Un diritto alla settimana: verso la Marcia per la Pace. Articolo 29


 Articolo 29

1. Ogni individuo ha doveri verso la comunità, nella quale soltanto è possibile il libero e pieno sviluppo della sua personalità. 
2. Nell’esercizio dei suoi diritti e delle sue libertà, ognuno deve essere sottoposto soltanto a quelle limitazioni che sono stabilite dalla legge per assicurare il riconoscimento e il rispetto dei diritti e delle libertà degli altri e per soddisfare le giuste esigenze della morale, dell’ordine pubblico e del benessere generale in una società democratica. 
3. Questi diritti e queste libertà non possono in nessun caso essere esercitati in contrasto con i fini e i principi delle Nazioni Unite.
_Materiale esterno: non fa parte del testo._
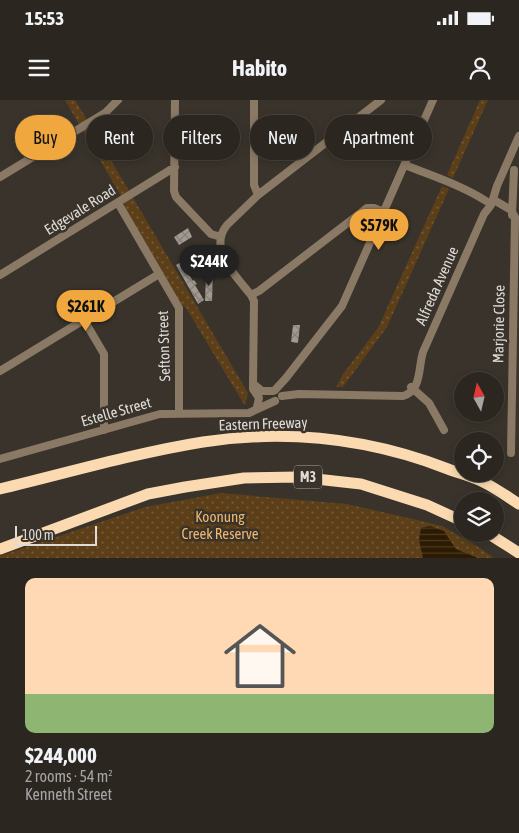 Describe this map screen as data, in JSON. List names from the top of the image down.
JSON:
{
  "streets": {
    "highway": ["Eastern Freeway", "M3"],
    "street": [
      "Edgevale Road",
      "Alfreda Avenue",
      "Marjorie Close",
      "Sefton Street",
      "Estelle Street"
    ]
  },
  "crossings": [
    ["Edgevale Road", "Sefton Street"],
    ["Alfreda Avenue", "Estelle Street"],
    ["Sefton Street", "Estelle Street"]
  ],
  "parks": ["Koonung Creek Reserve"],
  "scale_bar": "100 m",
  "north": "top",
  "page": {
    "status": "15:53",
    "header": "Habito",
    "chip": [
      "Buy",
      "Rent",
      "Filters",
      "New",
      "Apartment"
    ],
    "price": ["$579K", "$244K", "$261K"],
    "scale": "100 m",
    "list": [
      {
        "name": "$244,000",
        "note": "2 rooms · 54 m² · Kenneth Street"
      }
    ]
  }
} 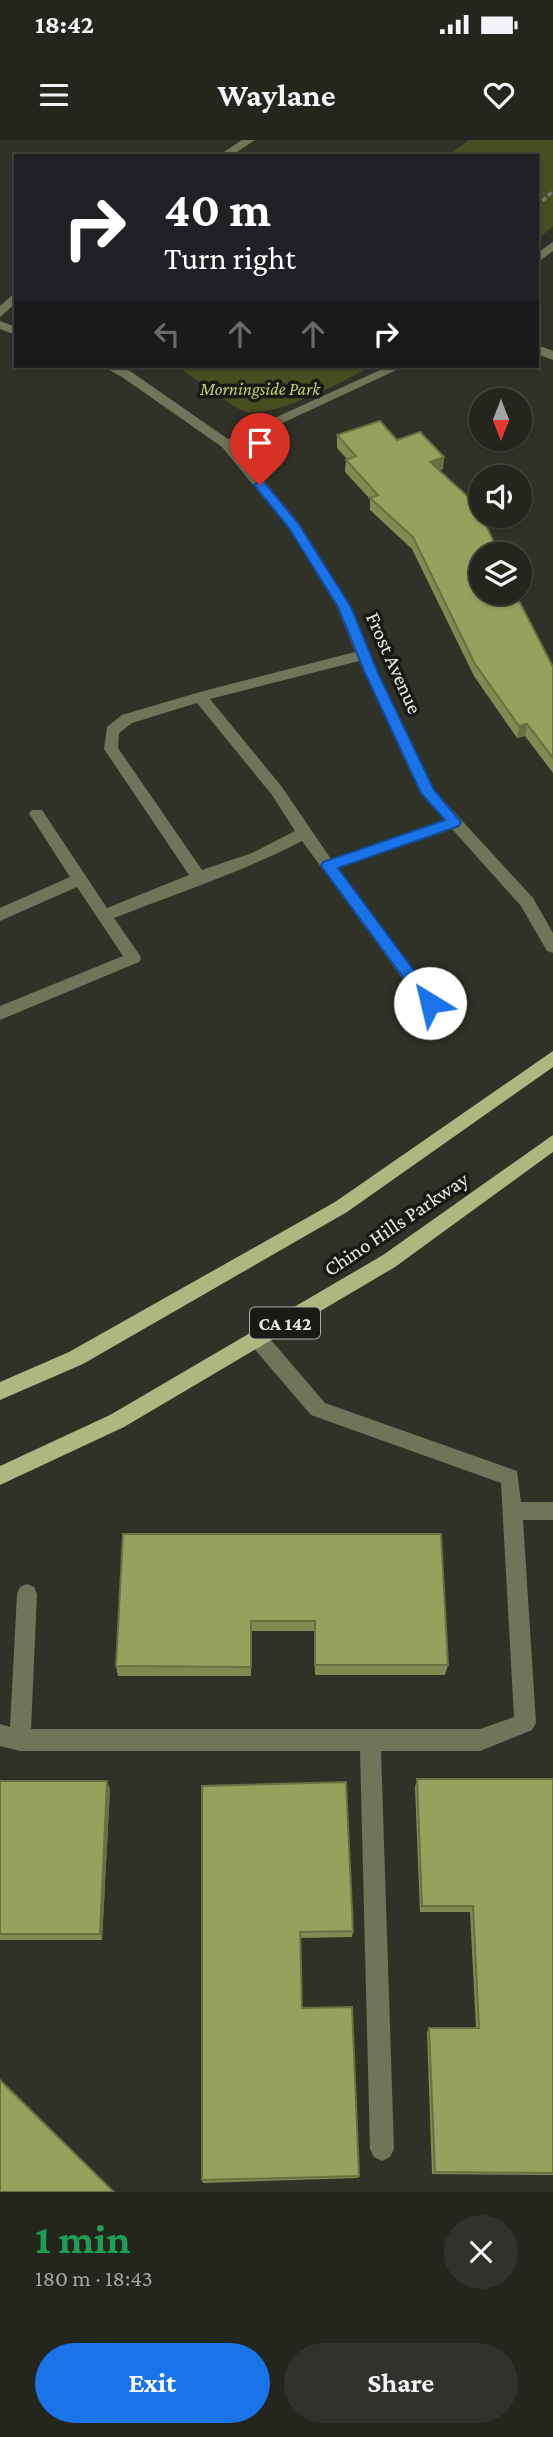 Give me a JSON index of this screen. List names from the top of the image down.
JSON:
{
  "streets": {
    "main road": ["Chino Hills Parkway", "CA 142"],
    "street": ["Frost Avenue"]
  },
  "parks": ["Morningside Park"],
  "north": "bottom",
  "page": {
    "status": "18:42",
    "header": "Waylane",
    "turn": ["40 m", "Turn right"],
    "heading": ["1 min", "180 m · 18:43"],
    "buttons": ["Exit", "Share"]
  }
} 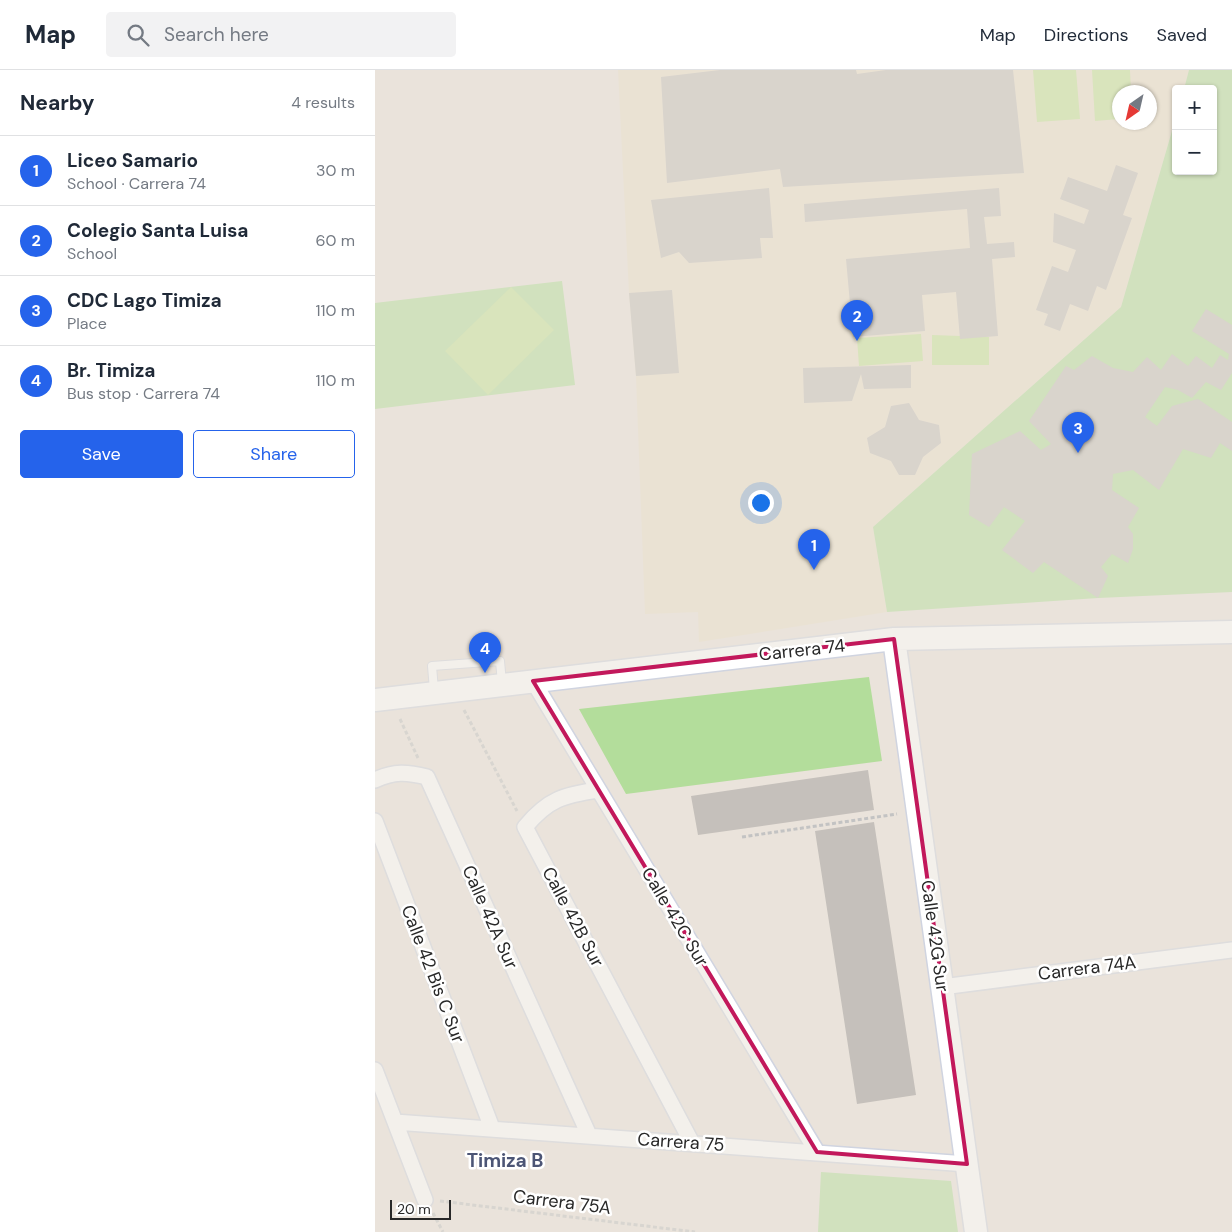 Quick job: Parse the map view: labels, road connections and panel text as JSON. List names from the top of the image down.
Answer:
{
  "streets": {
    "street": [
      "Carrera 74",
      "Calle 42A Sur",
      "Calle 42B Sur",
      "Calle 42C Sur",
      "Calle 42G Sur",
      "Carrera 74A",
      "Calle 42 Bis C Sur",
      "Carrera 75"
    ],
    "path": ["Carrera 75A"]
  },
  "crossings": [
    ["Carrera 74", "Calle 42C Sur"],
    ["Carrera 74", "Calle 42G Sur"],
    ["Calle 42A Sur", "Carrera 75"],
    ["Calle 42B Sur", "Carrera 75"],
    ["Calle 42C Sur", "Carrera 75"],
    ["Calle 42G Sur", "Carrera 74A"],
    ["Calle 42G Sur", "Carrera 75"],
    ["Calle 42 Bis C Sur", "Carrera 75"]
  ],
  "districts": ["Timiza B"],
  "scale_bar": "20 m",
  "north": "bottom left",
  "page": {
    "header": "Map",
    "search": "Search here",
    "nav": ["Map", "Directions", "Saved"],
    "heading": ["Nearby", "4 results"],
    "map_buttons": ["+", "−"],
    "list": [
      {
        "mark": "1",
        "name": "Liceo Samario",
        "note": "School · Carrera 74",
        "value": "30 m"
      },
      {
        "mark": "2",
        "name": "Colegio Santa Luisa",
        "note": "School",
        "value": "60 m"
      },
      {
        "mark": "3",
        "name": "CDC Lago Timiza",
        "note": "Place",
        "value": "110 m"
      },
      {
        "mark": "4",
        "name": "Br. Timiza",
        "note": "Bus stop · Carrera 74",
        "value": "110 m"
      }
    ],
    "pins": [
      "2",
      "3",
      "1",
      "4"
    ],
    "buttons": ["Save", "Share"],
    "scale": "20 m"
  }
} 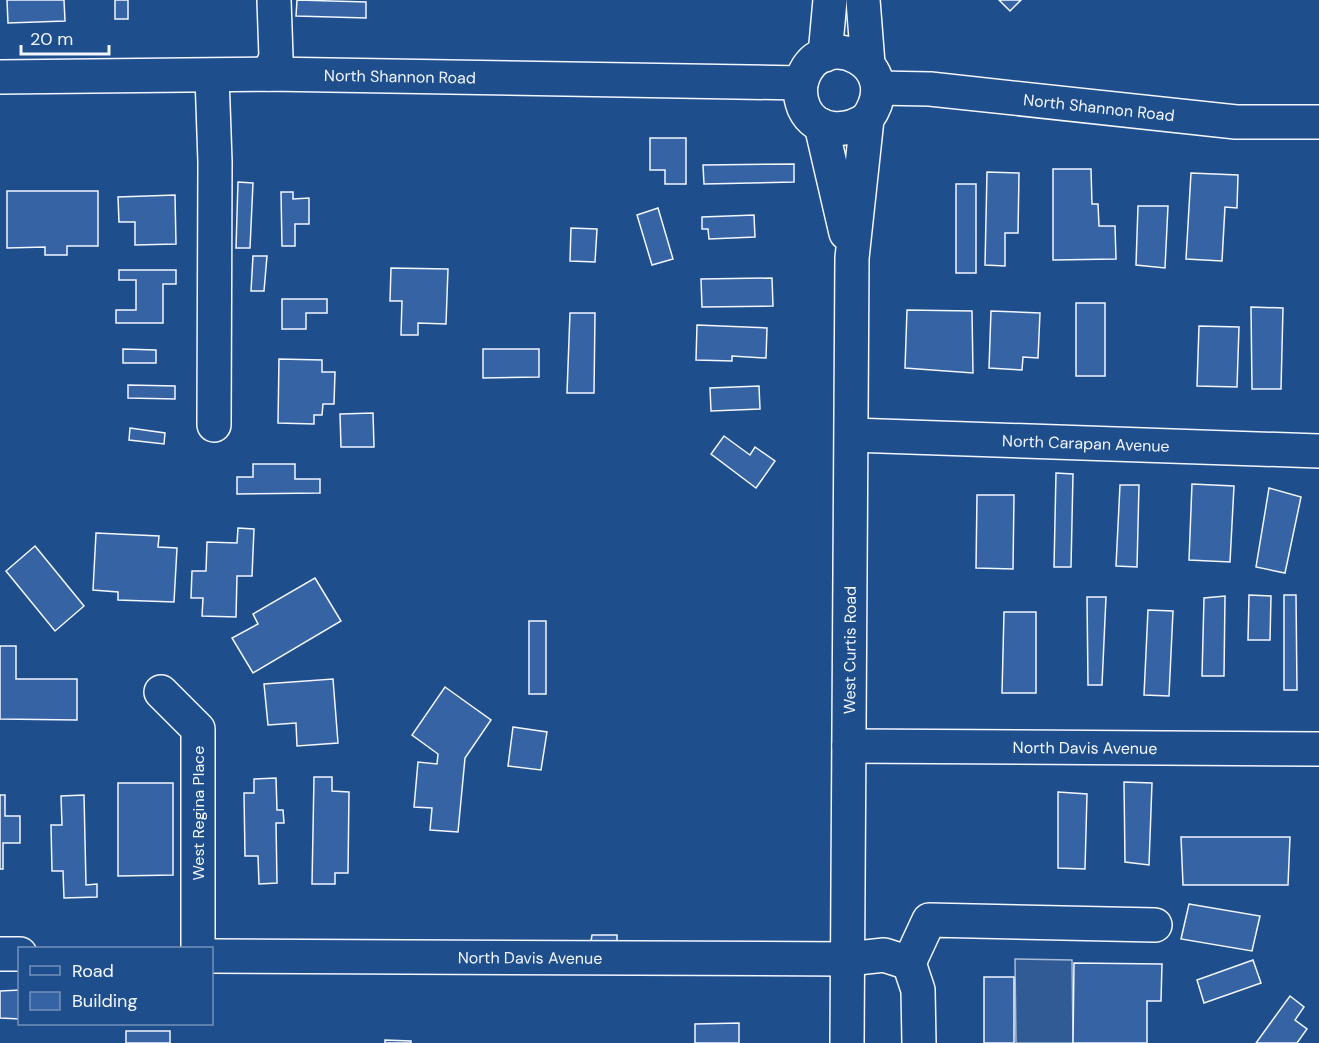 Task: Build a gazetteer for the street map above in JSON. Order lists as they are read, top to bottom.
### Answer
{
  "streets": {
    "street": [
      "North Shannon Road",
      "North Carapan Avenue",
      "West Curtis Road",
      "North Davis Avenue",
      "West Regina Place"
    ]
  },
  "crossings": [
    ["North Shannon Road", "West Curtis Road"],
    ["North Carapan Avenue", "West Curtis Road"],
    ["West Curtis Road", "North Davis Avenue"]
  ],
  "legend": ["Road", "Building"],
  "scale_bar": "20 m"
}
Agisci in modo da considerare l’umanità, sia nella tua persona, sia nella persona di ogni altro, sempre anche come scopo, e mai come semplice mezzo.

Immanuel Kant

  • Articolo 29 – Responsabilità sociale. Commento del prof. Antonio Papisca, Cattedra UNESCO Diritti umani, democrazia e pace presso il Centro interdipartimentale sui diritti della persona e dei popoli dell’Università di Padova

Il penultimo Articolo della Dichiarazione universale ricorda agli individui che ai loro diritti fondamentali corrispondono altrettanti doveri non meno fondamentali. L’ultimo Articolo, il 30, farà lo stesso discorso in punto di obblighi agli Stati.
Nelle conferenze pubbliche che mi capita di fare, c’è spesso qualcuno che al termine obietta: lei ha parlato soltanto di diritti, dovrebbe parlare anche dei doveri, anzi dovrebbe parlare prima dei doveri e poi dei diritti.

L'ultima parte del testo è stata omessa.